Every month at Calico reaction, there is a reading challenge and discussion of a single book. And every month I mean to join but never seem to plan things properly to read the book in time. Well, this month I resolved to read the selection which was The Alchemy of Stone, and with the 24-hour-readathon I even set the date to start it! This means for possibly the first time, I have read a book selection on time for a challenge. A personal victory over my own procrastination. Thank you, thank you.
The Premise: In the fantastic city of Ayona lives a mechanical girl named Mattie. Mattie lives her life preparing alchemical concoctions for her customers and contemplating how to become truly free from her maker, Loharri. Although Mattie is emancipated, she still needs Loharri to wind her up and he holds on to her key despite her requests for it. The story begins when Mattie is visited by the guardians of the city – the gargoyles. They ask her to work on saving them, because they are slowly turning into stone and every day their numbers dwindle further. In the meantime, change is coming to the city, as unrest under the ruling classes of Mechanics, Alchemists and Aristocrats begins to increase. As a machine, Mattie is overlooked so she has a unique perspective of the events on the streets and in the meetings of those in power.

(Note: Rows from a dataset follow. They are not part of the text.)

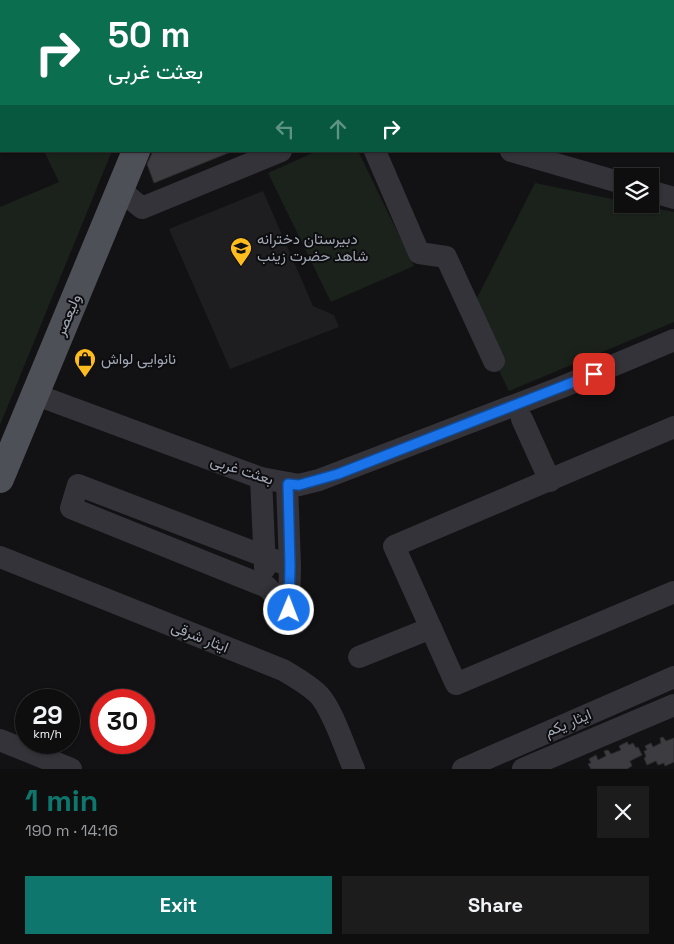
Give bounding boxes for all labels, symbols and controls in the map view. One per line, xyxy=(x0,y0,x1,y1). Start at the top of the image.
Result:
text: 50 m xyxy=(108,13,190,57)
icon: right xyxy=(25,20,90,85)
text: بعثت غربی xyxy=(108,57,203,85)
icon: left xyxy=(271,115,299,143)
icon: ahead xyxy=(324,115,352,143)
icon: right xyxy=(377,115,405,143)
map controls xyxy=(614,168,659,213)
button: layers xyxy=(614,168,659,213)
place label: دبیرستان دخترانه شاهد حضرت زینب xyxy=(257,229,369,265)
school or university icon: دبیرستان دخترانه شاهد حضرت زینب xyxy=(229,236,253,267)
street label: ولیعصر xyxy=(50,291,85,340)
shop icon: نانوایی لواش xyxy=(73,347,97,378)
place label: نانوایی لواش xyxy=(101,349,176,369)
pin xyxy=(573,353,615,395)
icon: arrive xyxy=(580,360,608,388)
street label: بعثت غربی xyxy=(208,450,276,490)
position arrow xyxy=(262,583,314,635)
street label: ایثار شرقی xyxy=(168,616,232,658)
speed limit sign: 30 xyxy=(90,689,155,754)
text: 29 xyxy=(32,699,63,731)
street label: ایثار یکم xyxy=(542,704,594,742)
text: km/h xyxy=(33,726,62,742)
text: 1 min xyxy=(25,781,98,820)
button: close xyxy=(597,786,649,838)
text: 190 m · 14:16 xyxy=(25,820,118,841)
button: Exit xyxy=(25,876,332,934)
button: Share xyxy=(342,876,649,934)

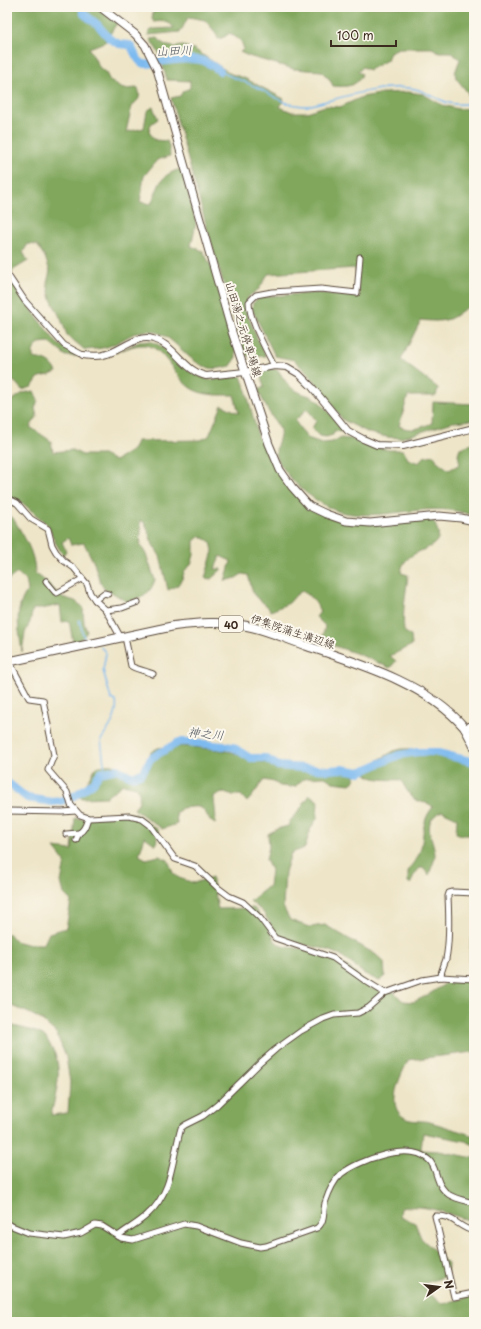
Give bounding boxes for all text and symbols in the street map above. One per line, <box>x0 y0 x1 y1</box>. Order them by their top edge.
scale bar <box>331 22 396 48</box>
text: 100 m <box>337 26 374 44</box>
water label: 山田川 <box>156 40 192 60</box>
street label: 山田湯之元停車場線 <box>221 279 267 379</box>
street label: 伊集院蒲生溝辺線 <box>249 609 337 653</box>
road number: 40 <box>219 616 243 632</box>
water label: 神之川 <box>187 722 225 744</box>
north arrow <box>419 1267 459 1307</box>
text: N <box>440 1278 459 1291</box>

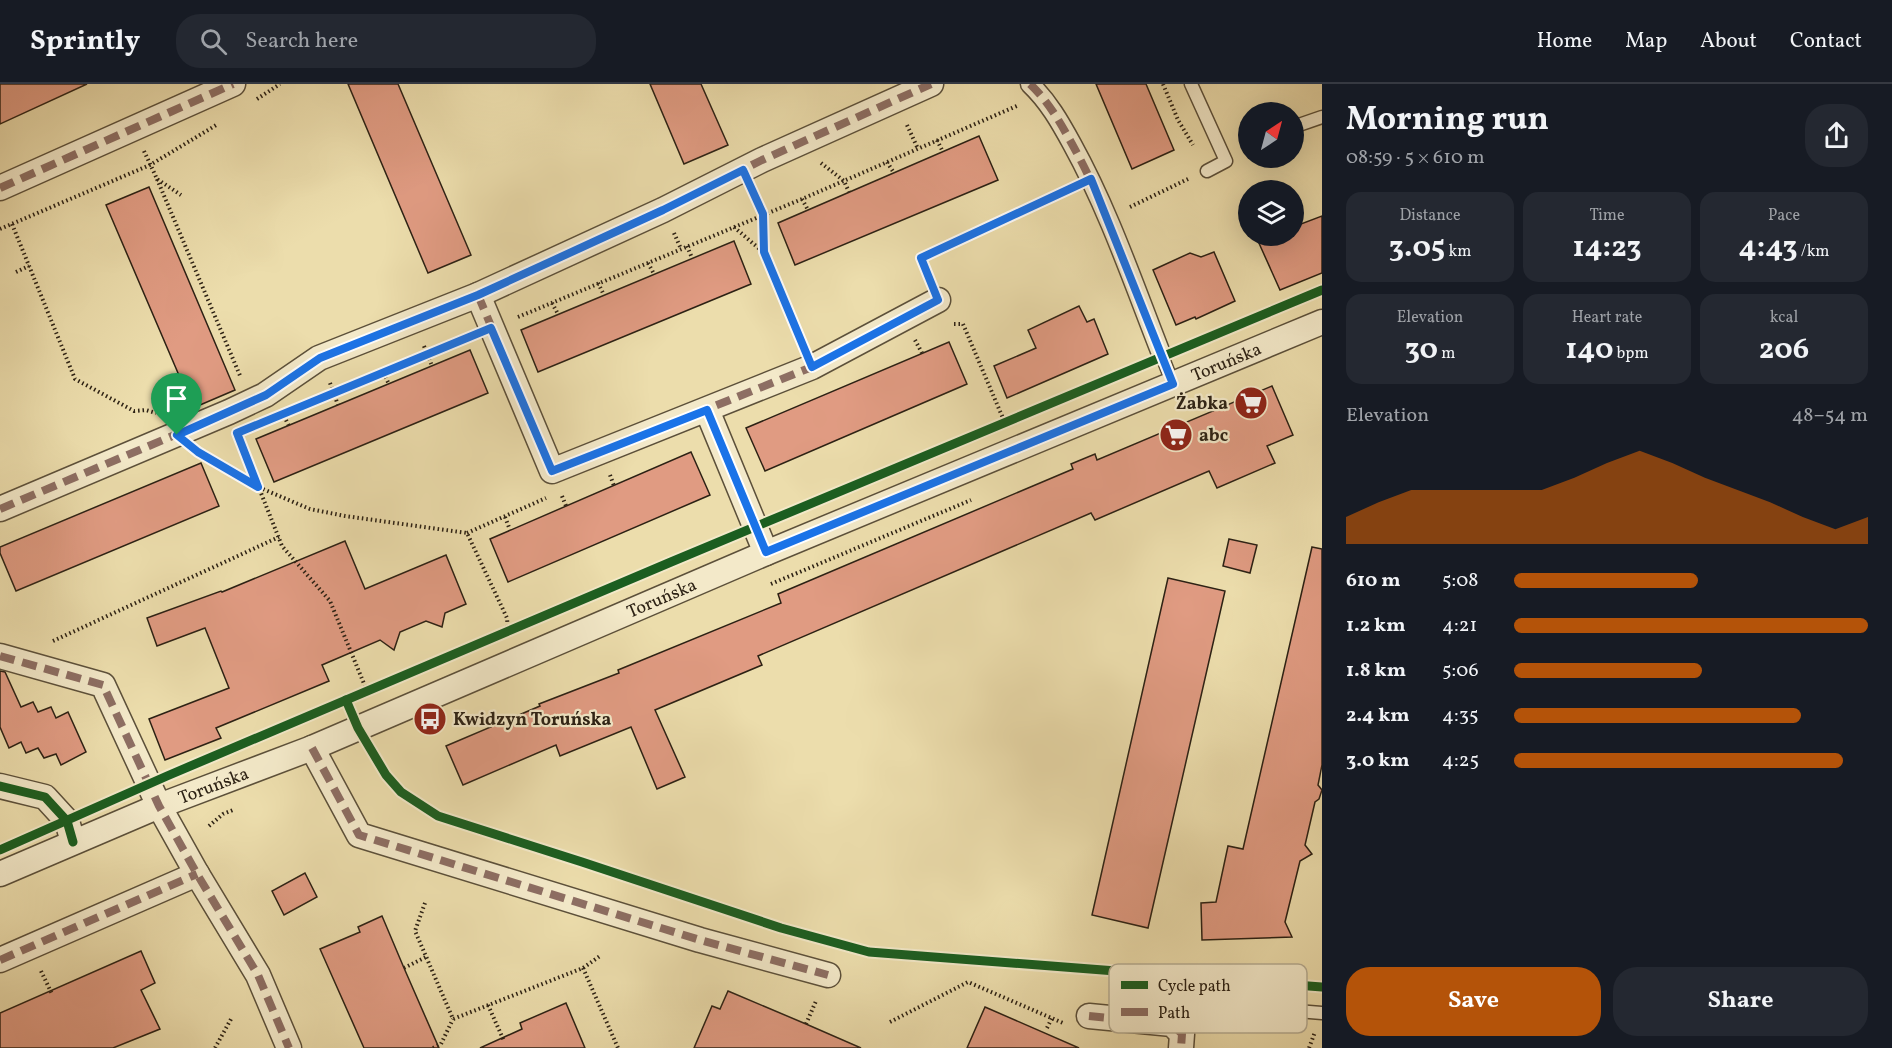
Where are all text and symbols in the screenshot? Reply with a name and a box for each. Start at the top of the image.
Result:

My Thoughts: I just finished The Alchemy of Stone and I don’t really know how to put what this book makes me think about into words. My mind is a big jumble of thoughts. First of all, the prose is lovely. The world in The Alchemy of Stone would be perfect set in a stop-motion animation directed by the Quay brothers. There’s a dark loveliness to everything. Most of the story is told in the third person as we follow Mattie around the city, and although she’s intelligent, I thought that her viewpoint had a sort of innocence to it, because she’s still learning how to be a human and gaining her experience in life. The other perspective is from the gargoyles who speak with one mind as they watch over Mattie. They brought a sense of wistful sadness – watching over the people they’ve seen born into the city they created, sworn to protect them, but never really being able to affect much of what goes on.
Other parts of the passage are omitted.